▶ ABOUT THIS EXERCISE: If a line in the data below contains the word "green", copy it out.

-- RAW DATA follows --

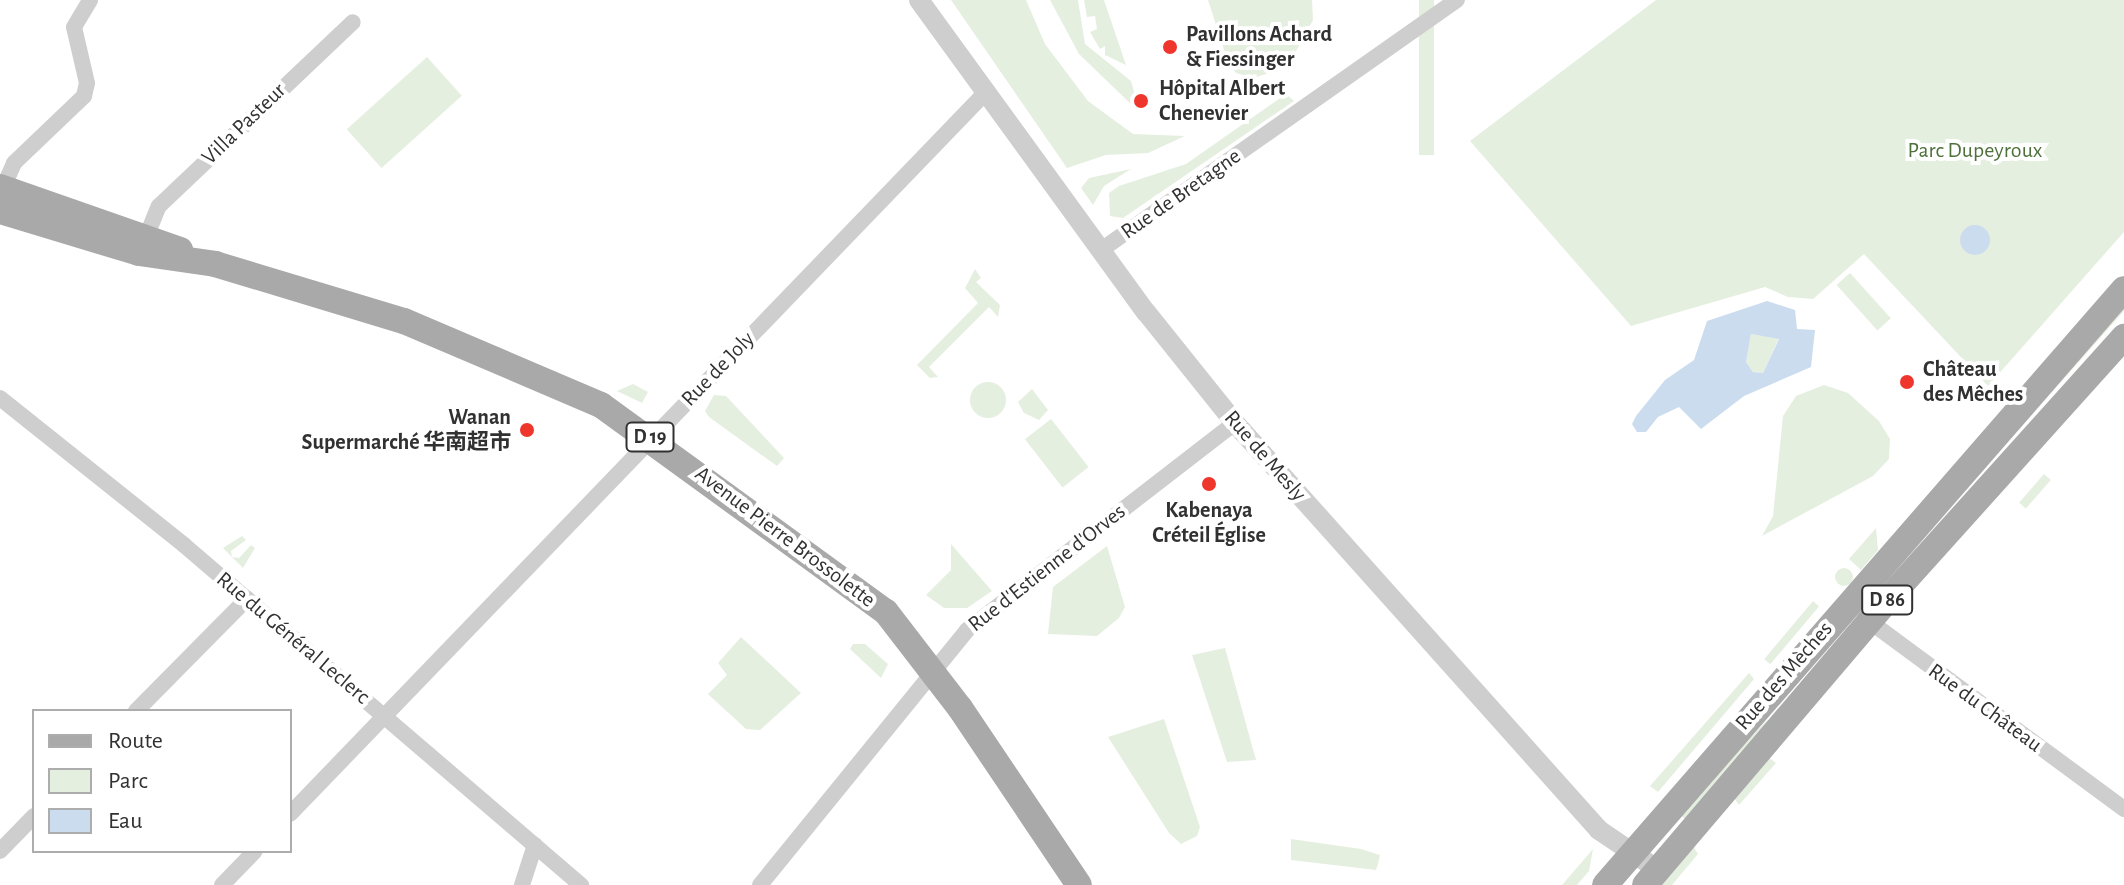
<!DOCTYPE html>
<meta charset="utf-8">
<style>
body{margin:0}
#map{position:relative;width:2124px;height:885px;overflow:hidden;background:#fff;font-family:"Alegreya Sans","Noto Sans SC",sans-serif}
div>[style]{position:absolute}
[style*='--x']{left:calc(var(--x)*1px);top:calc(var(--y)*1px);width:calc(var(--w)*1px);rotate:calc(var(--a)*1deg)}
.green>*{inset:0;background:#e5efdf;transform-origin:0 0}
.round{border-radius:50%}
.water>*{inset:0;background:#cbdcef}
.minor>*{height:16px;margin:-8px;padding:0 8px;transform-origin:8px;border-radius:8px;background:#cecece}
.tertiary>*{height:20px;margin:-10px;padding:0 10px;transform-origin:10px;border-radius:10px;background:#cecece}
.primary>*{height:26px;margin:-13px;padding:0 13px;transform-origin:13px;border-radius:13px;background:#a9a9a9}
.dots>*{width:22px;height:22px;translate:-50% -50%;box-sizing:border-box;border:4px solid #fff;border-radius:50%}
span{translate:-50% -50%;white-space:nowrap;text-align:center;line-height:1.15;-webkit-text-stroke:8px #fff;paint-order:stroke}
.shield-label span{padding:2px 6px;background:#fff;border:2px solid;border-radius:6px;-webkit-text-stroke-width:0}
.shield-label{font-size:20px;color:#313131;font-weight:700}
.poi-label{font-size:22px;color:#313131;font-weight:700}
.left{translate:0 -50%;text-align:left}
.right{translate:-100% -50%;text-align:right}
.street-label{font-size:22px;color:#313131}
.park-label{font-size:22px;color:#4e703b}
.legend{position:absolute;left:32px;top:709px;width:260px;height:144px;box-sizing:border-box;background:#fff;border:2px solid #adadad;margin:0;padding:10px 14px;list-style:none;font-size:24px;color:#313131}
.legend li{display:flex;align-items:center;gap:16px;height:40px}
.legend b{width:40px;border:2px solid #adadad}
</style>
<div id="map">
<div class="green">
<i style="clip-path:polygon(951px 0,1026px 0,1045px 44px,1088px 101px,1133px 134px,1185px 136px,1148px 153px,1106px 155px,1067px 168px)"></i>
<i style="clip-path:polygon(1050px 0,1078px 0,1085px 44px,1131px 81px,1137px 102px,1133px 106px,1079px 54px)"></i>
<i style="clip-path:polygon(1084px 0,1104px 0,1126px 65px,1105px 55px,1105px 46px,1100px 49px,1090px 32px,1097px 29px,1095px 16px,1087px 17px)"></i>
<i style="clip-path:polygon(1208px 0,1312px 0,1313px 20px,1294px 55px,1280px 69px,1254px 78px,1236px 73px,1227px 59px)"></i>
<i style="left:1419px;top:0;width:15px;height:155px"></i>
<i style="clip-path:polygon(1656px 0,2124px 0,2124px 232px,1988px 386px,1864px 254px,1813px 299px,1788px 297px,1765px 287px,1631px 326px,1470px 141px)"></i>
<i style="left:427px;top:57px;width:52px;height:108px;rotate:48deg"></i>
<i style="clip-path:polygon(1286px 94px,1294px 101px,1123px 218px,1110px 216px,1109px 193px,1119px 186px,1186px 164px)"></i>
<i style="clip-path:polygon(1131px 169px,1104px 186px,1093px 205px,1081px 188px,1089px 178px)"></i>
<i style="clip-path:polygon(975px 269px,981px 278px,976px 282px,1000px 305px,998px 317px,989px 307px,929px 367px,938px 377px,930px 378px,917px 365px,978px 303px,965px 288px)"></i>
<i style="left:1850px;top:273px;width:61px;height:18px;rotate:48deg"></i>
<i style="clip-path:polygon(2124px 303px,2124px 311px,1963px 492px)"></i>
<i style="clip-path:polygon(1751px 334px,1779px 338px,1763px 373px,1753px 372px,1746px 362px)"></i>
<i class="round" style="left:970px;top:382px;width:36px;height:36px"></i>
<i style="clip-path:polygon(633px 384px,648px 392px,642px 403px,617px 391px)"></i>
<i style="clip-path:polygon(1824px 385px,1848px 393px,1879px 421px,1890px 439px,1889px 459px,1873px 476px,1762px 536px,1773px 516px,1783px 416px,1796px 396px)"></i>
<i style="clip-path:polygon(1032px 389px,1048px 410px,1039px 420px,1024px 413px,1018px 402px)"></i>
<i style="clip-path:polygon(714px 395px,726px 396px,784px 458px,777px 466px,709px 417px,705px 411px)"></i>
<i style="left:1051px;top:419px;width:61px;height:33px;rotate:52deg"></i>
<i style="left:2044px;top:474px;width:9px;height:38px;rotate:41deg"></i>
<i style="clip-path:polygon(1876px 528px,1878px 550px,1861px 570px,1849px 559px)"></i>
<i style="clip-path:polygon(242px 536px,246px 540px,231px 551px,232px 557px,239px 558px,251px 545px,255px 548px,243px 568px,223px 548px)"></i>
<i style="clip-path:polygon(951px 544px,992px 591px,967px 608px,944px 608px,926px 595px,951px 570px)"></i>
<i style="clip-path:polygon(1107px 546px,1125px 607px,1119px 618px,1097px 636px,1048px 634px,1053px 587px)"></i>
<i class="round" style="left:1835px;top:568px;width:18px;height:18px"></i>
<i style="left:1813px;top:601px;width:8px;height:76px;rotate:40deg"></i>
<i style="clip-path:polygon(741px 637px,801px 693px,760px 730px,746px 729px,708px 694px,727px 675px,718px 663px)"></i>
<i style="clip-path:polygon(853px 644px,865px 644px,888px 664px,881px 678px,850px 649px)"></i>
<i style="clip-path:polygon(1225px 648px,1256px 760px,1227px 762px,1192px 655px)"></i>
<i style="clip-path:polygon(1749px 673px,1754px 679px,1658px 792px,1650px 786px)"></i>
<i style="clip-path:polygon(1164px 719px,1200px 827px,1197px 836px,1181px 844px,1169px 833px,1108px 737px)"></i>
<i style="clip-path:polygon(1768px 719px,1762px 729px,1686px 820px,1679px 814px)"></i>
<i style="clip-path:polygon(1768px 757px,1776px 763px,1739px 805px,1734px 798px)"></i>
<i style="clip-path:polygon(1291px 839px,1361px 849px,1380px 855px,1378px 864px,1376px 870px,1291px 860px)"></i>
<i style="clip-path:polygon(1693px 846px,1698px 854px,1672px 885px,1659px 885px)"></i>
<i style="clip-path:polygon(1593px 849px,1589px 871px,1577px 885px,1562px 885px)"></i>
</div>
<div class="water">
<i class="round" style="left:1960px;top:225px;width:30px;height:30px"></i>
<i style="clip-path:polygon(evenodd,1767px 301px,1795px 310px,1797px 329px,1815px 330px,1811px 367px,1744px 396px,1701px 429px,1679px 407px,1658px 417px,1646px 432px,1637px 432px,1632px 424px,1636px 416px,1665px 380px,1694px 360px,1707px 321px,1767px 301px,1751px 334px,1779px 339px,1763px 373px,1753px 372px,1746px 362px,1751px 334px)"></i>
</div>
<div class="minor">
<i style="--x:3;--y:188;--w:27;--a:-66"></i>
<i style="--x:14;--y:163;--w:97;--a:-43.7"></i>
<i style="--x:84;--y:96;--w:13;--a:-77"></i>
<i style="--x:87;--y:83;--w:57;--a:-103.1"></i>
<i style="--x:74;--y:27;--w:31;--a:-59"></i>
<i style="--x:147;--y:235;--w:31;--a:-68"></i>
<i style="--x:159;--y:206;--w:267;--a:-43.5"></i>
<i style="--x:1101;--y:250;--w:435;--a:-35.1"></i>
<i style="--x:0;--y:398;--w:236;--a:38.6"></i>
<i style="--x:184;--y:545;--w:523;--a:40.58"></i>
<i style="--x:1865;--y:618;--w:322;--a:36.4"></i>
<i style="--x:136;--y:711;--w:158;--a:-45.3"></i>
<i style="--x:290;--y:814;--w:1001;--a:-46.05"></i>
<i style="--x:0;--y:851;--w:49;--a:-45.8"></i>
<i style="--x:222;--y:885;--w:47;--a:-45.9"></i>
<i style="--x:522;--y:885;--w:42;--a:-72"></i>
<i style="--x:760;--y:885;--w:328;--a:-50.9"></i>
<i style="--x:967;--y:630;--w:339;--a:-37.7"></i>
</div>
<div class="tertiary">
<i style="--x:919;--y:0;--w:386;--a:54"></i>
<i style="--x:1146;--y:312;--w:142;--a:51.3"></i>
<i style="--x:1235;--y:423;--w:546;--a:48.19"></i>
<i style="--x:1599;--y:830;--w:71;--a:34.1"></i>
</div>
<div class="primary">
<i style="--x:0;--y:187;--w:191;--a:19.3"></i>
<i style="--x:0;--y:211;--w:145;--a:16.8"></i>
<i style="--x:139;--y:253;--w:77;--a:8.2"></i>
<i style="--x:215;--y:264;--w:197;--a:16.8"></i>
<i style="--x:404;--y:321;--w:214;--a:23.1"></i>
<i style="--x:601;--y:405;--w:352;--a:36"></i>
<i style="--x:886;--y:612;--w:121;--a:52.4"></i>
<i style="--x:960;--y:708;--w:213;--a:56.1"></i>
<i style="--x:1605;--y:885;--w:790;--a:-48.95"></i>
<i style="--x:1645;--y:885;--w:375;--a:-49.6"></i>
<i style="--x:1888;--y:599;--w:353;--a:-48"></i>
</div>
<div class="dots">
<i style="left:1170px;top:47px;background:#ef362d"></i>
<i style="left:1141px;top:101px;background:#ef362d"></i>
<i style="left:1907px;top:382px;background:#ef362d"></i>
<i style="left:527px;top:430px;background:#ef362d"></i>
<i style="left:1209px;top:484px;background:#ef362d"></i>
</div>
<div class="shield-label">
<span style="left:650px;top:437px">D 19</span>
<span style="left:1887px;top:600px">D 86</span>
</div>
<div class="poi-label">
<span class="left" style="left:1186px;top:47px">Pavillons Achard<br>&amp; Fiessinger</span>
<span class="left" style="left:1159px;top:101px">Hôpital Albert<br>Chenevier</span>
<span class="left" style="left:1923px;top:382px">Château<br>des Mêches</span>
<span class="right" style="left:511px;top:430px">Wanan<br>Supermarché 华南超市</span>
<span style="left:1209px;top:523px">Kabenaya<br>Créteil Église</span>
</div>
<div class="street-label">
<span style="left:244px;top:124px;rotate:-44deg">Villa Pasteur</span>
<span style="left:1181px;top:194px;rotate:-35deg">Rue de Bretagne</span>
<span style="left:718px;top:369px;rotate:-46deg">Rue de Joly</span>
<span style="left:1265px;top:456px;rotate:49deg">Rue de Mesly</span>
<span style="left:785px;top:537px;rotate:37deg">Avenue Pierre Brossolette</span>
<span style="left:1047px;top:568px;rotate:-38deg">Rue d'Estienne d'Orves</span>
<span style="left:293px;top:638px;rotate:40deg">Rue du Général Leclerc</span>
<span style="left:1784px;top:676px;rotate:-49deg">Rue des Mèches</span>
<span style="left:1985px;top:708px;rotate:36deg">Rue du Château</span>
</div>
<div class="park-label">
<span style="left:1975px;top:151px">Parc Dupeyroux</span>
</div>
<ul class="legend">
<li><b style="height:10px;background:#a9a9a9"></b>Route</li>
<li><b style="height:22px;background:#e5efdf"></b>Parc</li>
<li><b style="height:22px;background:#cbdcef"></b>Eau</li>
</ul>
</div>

-- RAW DATA concluded --

▶ RESULT:
.green>*{inset:0;background:#e5efdf;transform-origin:0 0}
<div class="green">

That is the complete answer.